TASK BRIEF:
For the records that follow, work out how many lines include "white" and give only that count.

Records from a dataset
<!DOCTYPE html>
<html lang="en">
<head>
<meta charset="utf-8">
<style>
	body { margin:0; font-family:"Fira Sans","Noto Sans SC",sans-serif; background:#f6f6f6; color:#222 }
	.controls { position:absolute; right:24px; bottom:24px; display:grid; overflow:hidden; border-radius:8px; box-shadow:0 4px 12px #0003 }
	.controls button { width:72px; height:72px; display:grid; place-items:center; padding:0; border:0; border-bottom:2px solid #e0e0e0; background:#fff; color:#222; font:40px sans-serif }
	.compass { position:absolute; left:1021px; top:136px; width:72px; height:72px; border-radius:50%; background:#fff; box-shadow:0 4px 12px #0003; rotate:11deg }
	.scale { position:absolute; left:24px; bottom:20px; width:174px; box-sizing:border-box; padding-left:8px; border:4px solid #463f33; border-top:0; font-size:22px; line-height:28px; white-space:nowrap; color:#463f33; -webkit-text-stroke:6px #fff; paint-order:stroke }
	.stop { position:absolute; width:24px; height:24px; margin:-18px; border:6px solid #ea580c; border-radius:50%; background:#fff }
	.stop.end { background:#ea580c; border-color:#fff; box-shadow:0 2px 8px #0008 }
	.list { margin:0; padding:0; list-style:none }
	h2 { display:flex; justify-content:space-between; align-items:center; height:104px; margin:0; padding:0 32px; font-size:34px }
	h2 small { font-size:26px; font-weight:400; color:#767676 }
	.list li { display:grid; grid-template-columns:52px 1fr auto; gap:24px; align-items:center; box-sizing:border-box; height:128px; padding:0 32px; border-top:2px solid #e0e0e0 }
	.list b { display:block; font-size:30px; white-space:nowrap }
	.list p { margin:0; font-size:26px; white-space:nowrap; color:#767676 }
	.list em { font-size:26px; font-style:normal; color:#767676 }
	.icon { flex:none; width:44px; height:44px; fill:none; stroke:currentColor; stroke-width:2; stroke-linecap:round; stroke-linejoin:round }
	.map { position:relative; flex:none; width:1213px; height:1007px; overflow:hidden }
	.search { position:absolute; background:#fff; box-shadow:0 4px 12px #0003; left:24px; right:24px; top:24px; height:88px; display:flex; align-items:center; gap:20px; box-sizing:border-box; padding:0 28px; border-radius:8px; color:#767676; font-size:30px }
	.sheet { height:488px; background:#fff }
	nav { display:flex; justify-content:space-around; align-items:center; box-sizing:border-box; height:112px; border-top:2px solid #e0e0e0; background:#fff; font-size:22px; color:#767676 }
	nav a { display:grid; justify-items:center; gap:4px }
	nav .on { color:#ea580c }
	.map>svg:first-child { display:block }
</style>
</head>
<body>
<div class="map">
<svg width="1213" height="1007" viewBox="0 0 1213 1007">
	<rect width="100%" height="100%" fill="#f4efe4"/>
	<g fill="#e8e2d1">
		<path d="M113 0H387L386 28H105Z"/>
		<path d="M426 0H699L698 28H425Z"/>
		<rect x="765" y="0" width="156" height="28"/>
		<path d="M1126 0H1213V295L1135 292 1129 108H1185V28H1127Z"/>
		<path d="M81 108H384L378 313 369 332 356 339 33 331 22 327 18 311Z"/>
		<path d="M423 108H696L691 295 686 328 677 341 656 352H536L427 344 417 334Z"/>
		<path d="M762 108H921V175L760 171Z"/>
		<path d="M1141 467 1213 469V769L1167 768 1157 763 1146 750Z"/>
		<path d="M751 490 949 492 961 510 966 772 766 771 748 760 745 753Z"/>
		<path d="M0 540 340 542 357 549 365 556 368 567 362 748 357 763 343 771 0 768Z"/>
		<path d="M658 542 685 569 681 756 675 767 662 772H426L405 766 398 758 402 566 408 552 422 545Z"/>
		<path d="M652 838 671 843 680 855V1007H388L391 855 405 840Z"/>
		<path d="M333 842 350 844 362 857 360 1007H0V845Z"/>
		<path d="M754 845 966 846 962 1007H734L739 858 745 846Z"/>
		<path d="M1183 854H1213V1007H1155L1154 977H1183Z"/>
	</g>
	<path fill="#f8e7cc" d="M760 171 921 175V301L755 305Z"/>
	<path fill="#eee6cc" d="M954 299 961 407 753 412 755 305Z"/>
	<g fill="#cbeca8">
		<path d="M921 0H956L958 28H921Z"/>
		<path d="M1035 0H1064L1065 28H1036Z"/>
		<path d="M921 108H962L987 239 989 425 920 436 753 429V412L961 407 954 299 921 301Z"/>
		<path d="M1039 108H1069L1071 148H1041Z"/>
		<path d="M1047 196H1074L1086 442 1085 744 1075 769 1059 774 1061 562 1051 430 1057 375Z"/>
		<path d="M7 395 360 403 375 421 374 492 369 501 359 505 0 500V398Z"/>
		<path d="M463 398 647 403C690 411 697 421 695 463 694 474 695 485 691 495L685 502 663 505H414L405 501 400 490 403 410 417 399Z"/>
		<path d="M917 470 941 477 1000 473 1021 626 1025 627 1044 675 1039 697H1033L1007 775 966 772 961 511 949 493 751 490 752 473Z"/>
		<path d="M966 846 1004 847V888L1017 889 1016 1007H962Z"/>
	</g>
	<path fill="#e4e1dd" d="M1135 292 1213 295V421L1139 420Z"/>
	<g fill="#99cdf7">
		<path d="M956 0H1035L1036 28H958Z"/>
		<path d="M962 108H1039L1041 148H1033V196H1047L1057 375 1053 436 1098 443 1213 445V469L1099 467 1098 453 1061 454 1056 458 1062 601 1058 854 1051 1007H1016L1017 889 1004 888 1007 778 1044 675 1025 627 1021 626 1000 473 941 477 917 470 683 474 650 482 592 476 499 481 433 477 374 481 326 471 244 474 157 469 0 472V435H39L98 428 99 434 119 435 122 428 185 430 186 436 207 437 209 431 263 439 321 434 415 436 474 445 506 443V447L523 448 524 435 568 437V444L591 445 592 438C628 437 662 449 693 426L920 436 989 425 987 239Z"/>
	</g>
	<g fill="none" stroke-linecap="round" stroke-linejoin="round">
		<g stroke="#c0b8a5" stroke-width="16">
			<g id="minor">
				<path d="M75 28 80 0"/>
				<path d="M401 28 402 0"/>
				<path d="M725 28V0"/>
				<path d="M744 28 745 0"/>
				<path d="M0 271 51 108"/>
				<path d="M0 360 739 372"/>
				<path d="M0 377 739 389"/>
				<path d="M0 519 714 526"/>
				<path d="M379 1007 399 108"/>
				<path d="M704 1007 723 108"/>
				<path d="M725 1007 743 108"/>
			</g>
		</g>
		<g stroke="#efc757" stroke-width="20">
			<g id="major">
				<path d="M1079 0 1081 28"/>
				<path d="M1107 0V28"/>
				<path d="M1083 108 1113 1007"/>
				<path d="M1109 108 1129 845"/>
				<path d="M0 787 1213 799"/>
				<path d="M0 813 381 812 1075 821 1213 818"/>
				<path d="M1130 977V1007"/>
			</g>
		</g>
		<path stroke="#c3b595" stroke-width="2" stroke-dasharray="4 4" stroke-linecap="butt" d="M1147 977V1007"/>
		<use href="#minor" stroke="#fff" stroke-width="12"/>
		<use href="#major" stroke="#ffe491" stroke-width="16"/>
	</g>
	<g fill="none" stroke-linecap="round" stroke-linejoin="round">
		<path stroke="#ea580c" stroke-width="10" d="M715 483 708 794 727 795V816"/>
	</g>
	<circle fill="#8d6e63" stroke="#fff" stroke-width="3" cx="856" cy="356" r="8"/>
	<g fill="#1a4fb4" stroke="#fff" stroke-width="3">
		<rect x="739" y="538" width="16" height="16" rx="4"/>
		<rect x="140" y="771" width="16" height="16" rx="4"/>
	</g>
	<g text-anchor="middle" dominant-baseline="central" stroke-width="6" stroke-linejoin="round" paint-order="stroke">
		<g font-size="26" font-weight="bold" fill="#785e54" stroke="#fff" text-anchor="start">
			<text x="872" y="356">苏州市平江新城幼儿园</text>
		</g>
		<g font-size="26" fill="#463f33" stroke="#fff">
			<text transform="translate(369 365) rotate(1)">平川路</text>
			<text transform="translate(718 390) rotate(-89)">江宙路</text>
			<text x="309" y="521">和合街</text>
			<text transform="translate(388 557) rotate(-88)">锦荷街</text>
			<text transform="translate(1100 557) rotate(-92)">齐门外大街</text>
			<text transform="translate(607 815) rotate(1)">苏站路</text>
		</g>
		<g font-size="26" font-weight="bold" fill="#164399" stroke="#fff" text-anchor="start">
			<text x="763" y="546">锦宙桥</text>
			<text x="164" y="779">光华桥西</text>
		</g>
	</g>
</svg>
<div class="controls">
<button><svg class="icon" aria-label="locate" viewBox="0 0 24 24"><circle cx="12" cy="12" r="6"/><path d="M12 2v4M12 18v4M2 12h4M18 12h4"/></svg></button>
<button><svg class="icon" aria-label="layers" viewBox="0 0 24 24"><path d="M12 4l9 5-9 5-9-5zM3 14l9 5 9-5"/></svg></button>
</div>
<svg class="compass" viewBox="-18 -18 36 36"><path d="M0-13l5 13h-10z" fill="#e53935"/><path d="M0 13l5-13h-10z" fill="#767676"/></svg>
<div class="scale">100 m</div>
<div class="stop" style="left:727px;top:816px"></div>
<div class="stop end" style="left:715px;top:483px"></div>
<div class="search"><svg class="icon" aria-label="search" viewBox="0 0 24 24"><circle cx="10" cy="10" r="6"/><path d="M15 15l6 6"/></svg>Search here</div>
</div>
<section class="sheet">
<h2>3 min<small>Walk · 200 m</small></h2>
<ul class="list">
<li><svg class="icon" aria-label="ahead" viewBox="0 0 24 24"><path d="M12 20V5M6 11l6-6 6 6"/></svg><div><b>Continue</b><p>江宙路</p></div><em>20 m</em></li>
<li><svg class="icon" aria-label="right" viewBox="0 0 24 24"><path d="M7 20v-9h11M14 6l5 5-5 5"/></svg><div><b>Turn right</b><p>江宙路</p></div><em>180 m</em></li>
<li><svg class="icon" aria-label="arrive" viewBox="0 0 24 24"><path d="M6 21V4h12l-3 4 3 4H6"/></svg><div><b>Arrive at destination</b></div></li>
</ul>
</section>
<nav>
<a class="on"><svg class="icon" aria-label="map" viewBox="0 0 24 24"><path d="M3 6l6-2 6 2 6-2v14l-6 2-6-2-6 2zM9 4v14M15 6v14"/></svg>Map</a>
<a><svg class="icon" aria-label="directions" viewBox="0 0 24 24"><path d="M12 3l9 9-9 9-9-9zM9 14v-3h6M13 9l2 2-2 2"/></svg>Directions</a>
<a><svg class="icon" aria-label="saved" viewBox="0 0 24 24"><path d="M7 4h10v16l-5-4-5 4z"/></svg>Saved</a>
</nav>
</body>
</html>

WRITTEN REPLY:
3